Şölenin onur konuğu olarak çağrılan Azerbaycan Milletvekili Ganire Paşayeva Azerbaycan’dan, biz “Turkuaz” ekibi olarak Aksaray’dan ve diğer misafirler Türkiye’nin çeşitli bölgelerinden zamanında geldiğimiz halde maalesef Hatay’dan olan protokol heyetinin bazıları zamanında gelmedi. Bu sebepten saat 12’ye kadar bitmesi beklenen protokol konuşmaları programın sonuna kadar devam etti. Ne mi oldu? Gecikmeler ve bitmeyen aba güreşleri yüzünden birçok etkinlik iptal edildi. Erken saatte konuşma yapması planlanan ve ardından Hatay’ın Belen ilçesinde “Karabağ Parkı”nın açılışına gidecek olan Ganire Paşayeva, Hatay Protokolünün 5 saat geç gelmesi yüzünden saat 17’de ancak sahneye çağrıldı. Bu yüzdende saat 15’de sahne alması ve daha sonra Ganire hanımla park açılışına katılması planlanan “Turkuaz” ekibi de ancak bundan sonra sahne aldı. Yapılanlar sadece bununla mı sınırlı kaldı? Maalesef hayır! Azerbaycan ekibi sahneye çıktıktan az sonra yine geç gelen Hatay protokolün isteğiyle daha gösterinin yarısına bile gelmeden sahneden indirildi. Oraya tek kuruş bile almadan gönüllü olarak gelen ve saatlerce bekletilen Azerbaycan ekibine yapılan bu hareketin ne anlama geldiğini siz değerli okuyuculara bırakıyorum. Arkasından sahne alan protokol heyeti ise yarım saat kardeşlikten bahsetti. Biraz argo kelime olacak ama bu ne perhiz bu ne lahana turşusu?

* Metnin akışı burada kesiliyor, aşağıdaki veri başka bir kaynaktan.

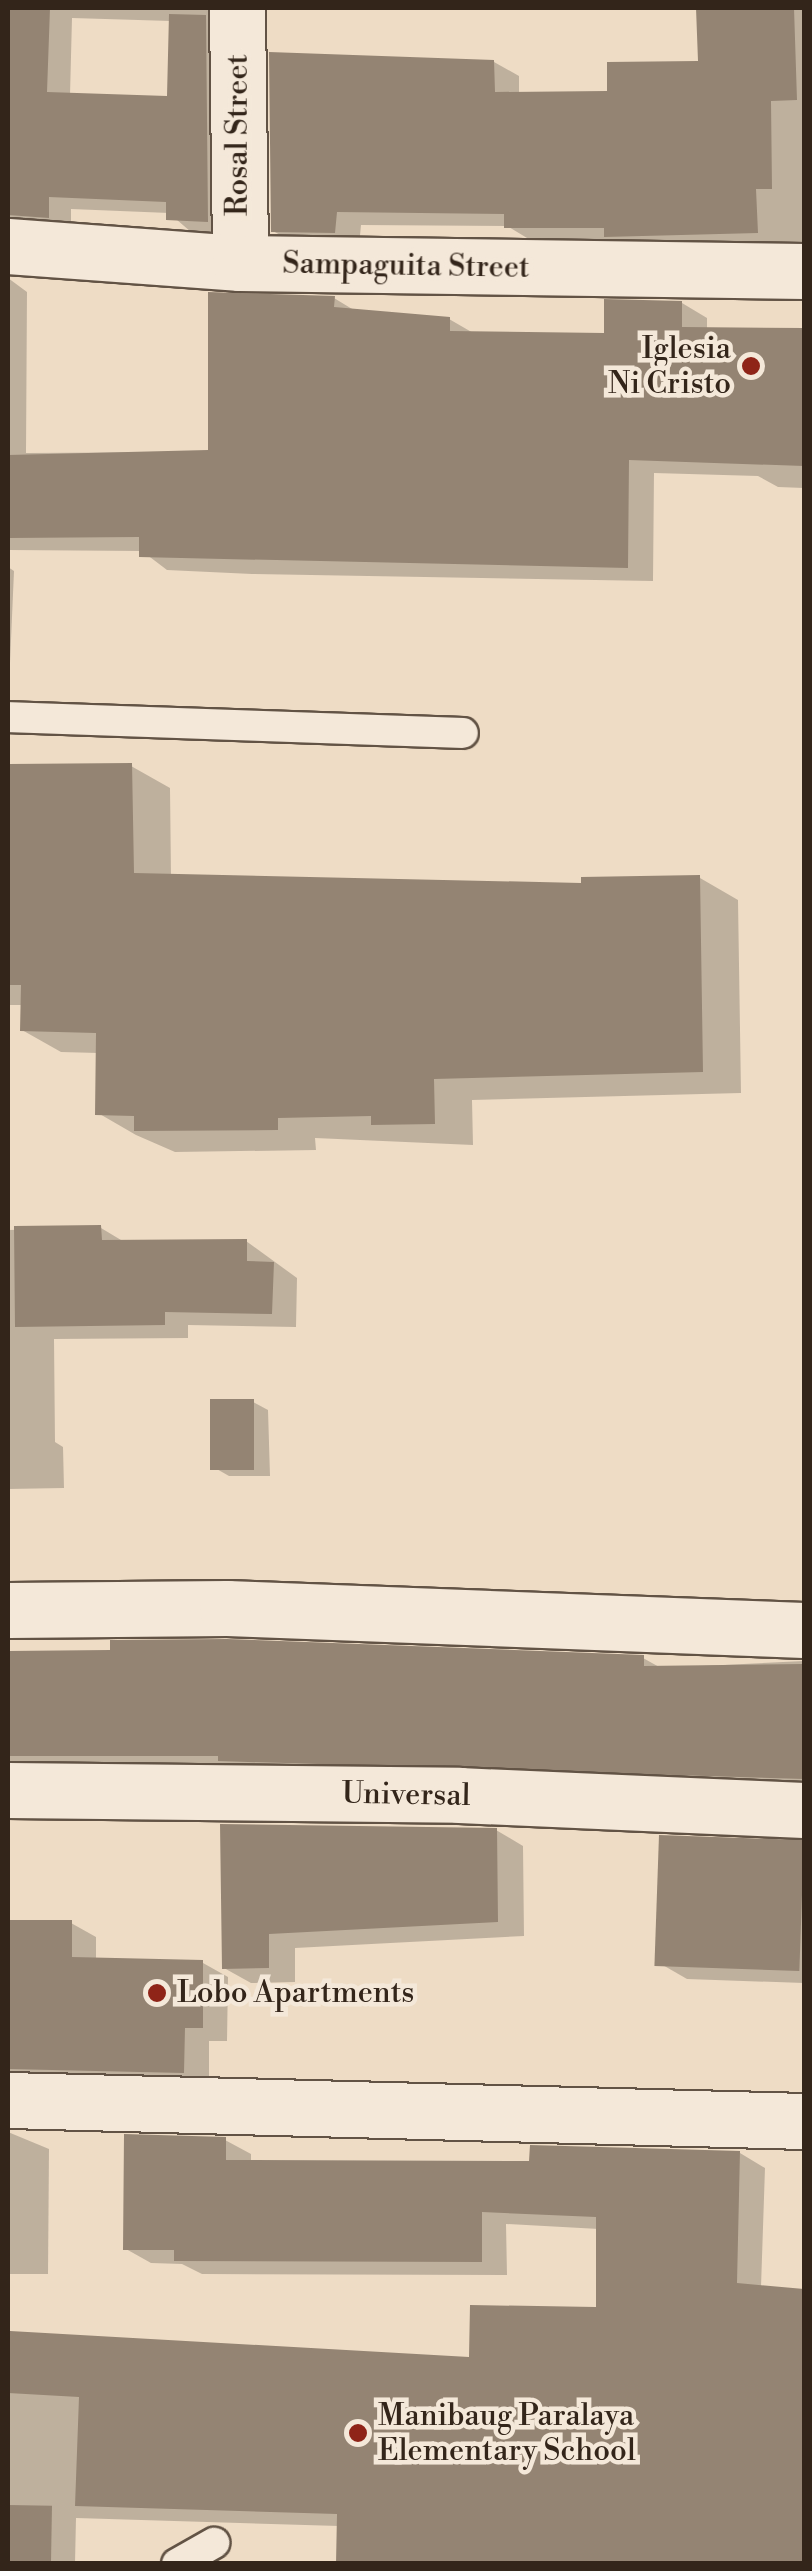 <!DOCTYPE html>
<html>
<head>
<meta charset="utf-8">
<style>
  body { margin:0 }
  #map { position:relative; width:812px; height:2571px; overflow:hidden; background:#eedcc5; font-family:"Libre Bodoni",serif }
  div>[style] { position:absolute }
  .shadow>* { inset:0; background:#0003 }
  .building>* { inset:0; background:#948473; transform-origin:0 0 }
  .roads { filter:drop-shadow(2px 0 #625345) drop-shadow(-2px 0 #625345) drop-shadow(0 2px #625345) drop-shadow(0 -2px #625345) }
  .service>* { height:30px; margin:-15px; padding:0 15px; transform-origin:15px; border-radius:15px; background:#f4e8d9 }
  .minor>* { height:55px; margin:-27.5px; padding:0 27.5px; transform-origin:27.5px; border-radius:27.5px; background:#f4e8d9 }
  .dots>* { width:28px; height:28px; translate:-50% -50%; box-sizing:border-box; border:5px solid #f4e8d9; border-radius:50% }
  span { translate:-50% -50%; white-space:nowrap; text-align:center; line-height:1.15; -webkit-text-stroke:9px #f4e8d9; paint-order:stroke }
  .street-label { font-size:30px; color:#33251a }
  .poi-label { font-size:30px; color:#33251a }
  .right { translate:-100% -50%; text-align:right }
  .left { translate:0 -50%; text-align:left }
  .frame { position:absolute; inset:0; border:10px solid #33251a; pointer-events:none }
</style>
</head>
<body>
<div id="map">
  <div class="shadow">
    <i style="clip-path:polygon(evenodd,8px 8px,228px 8px,230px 234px,191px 232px,169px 213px,71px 209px,71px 229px,8px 239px,8px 8px,72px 18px,171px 21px,169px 99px,70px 95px,72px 18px)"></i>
    <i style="clip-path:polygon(699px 8px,804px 8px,804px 245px,532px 241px,507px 226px,361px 225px,359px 246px,298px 245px,273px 231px,494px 62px,519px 76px,519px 94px,610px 93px,701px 64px)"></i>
    <i style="clip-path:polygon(8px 278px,27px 292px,26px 453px,211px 452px,334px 298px,357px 312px,449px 319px,475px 334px,606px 336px,682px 303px,707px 318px,707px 330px,804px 331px,804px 488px,778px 487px,758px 476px,654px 473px,653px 581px,252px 574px,167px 570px,142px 551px,8px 550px)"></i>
    <i style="clip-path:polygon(8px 567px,14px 571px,8px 709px)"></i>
    <i style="clip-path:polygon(131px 766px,170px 788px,171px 877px,583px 885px,700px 878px,738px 900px,741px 1093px,472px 1100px,473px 1145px,315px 1138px,316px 1150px,175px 1152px,136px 1135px,98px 1113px,98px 1053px,61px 1052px,22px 1030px,23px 1005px,8px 1005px,8px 767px)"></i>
    <i style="clip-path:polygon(101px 1228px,126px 1243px,246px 1241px,297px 1278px,296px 1327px,188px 1325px,188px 1338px,54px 1339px,55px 1442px,63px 1447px,64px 1488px,8px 1489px,8px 1230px)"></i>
    <i style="clip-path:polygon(253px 1402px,268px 1410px,270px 1476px,229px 1476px,215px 1468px)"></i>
    <i style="clip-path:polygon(8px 1653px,643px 1658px,661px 1668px,804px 1661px,804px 1793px,8px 1772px)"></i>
    <i style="clip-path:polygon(222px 1826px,496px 1830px,523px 1846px,524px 1936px,295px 1948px,295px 1982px,251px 1983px,224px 1968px)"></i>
    <i style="clip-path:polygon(804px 1843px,804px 1983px,687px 1979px,661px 1964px)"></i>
    <i style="clip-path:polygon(8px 1923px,71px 1923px,96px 1937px,96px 1960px,203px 1963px,228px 1977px,227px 2041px,209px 2041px,209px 2086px,8px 2097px)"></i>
    <i style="clip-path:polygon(8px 2132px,49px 2149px,48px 2274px,8px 2274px)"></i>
    <i style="clip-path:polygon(225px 2140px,251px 2154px,251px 2162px,532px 2163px,740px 2153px,765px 2168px,761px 2287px,804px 2290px,804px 2564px,338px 2564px,339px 2526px,76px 2518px,75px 2564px,8px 2564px,8px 2333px,472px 2359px,599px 2309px,599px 2229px,506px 2224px,507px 2275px,202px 2274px,182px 2264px,151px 2263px,126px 2249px)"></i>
  </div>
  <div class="building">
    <i style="clip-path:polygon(8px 8px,50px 8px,47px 92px,167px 96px,169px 14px,206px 15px,208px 222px,166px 220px,166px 202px,49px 197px,49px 218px,8px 215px)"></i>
    <i style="clip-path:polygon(696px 8px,794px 8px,797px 100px,771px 101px,772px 189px,756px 189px,758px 233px,604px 237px,604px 228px,504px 228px,504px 214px,337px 212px,335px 233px,271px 232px,269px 52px,494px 60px,495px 92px,607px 91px,607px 62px,698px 61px)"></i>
    <i style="clip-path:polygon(208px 292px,335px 296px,334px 307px,450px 317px,450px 331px,604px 333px,604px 299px,682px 301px,682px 327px,804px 328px,804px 466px,629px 460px,628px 568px,139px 557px,139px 537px,8px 538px,8px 455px,208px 450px)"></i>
    <i style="clip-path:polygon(132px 763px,134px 873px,581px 883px,581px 877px,700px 875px,703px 1072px,434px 1079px,435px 1124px,371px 1125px,371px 1116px,278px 1118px,278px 1130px,134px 1131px,134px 1116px,95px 1115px,96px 1033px,20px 1031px,21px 985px,8px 985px,8px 764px)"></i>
    <i style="clip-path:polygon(101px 1225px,102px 1240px,247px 1239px,247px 1261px,274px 1262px,272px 1314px,165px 1312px,165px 1325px,15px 1327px,14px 1226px)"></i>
    <i style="left:210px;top:1399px;width:44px;height:71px"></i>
    <i style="clip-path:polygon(227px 1639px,644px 1655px,644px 1666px,804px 1664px,804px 1779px,218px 1761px,218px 1756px,8px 1756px,8px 1651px,110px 1650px,110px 1640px)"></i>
    <i style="clip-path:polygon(220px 1824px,497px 1828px,498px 1922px,269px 1934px,269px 1968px,222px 1969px)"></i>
    <i style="left:659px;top:1835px;width:145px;height:131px;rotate:2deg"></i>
    <i style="clip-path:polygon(8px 1920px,72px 1920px,72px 1957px,203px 1960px,203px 2028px,185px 2028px,184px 2073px,8px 2069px)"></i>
    <i style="clip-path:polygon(124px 2134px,226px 2137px,226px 2160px,529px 2161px,530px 2145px,740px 2151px,737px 2283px,804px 2289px,804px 2564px,336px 2564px,337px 2514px,75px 2506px,79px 2397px,8px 2393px,10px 2331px,469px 2357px,470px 2305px,596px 2307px,596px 2217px,482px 2212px,482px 2262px,174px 2261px,174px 2250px,123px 2250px)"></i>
    <i style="left:8px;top:2505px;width:44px;height:59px;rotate:1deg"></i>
  </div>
  <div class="roads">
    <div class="service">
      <i style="left:8px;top:717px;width:455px;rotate:2deg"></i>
      <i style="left:177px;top:2564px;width:43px;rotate:-29.6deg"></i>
    </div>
    <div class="minor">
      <i style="left:237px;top:8px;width:255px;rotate:89.3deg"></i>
      <i style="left:8px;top:246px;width:233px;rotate:4.2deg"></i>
      <i style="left:240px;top:263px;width:564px;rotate:0.81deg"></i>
      <i style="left:8px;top:1610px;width:219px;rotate:-0.5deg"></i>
      <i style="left:227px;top:1608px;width:577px;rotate:2.18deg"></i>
      <i style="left:8px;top:1790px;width:451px;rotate:0.6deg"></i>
      <i style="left:459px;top:1795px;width:345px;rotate:2.5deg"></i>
      <i style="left:8px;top:2100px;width:796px;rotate:1.51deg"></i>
    </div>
  </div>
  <div class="dots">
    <i style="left:751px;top:366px;background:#8f2418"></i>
    <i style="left:157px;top:1993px;background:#8f2418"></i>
    <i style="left:358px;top:2433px;background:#8f2418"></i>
  </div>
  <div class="street-label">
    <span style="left:238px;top:135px;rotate:-90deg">Rosal Street</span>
    <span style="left:406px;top:266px;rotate:1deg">Sampaguita Street</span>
    <span style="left:406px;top:1795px;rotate:1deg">Universal</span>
  </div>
  <div class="poi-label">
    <span class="right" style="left:731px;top:366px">Iglesia<br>Ni Cristo</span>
    <span class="left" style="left:177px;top:1993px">Lobo Apartments</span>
    <span class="left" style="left:378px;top:2433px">Manibaug Paralaya<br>Elementary School</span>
  </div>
  <div class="frame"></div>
</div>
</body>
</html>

Yani anlayacağınız programa çağrılan Hatay protokolü sınıfta kaldı. Elbette hepsini kastetmiyorum. Sabahın ilk saatlerinden beri orda olan protokol üyeleri de vardı. Onları tenzih ederim.

Bu ümmet kendini düzeltmek istiyorsa ilk olarak verdikleri söze dikkat etmeleri gerek. Maalesef biz İslam Ümmeti olarak bu konuda çok geride kaldık.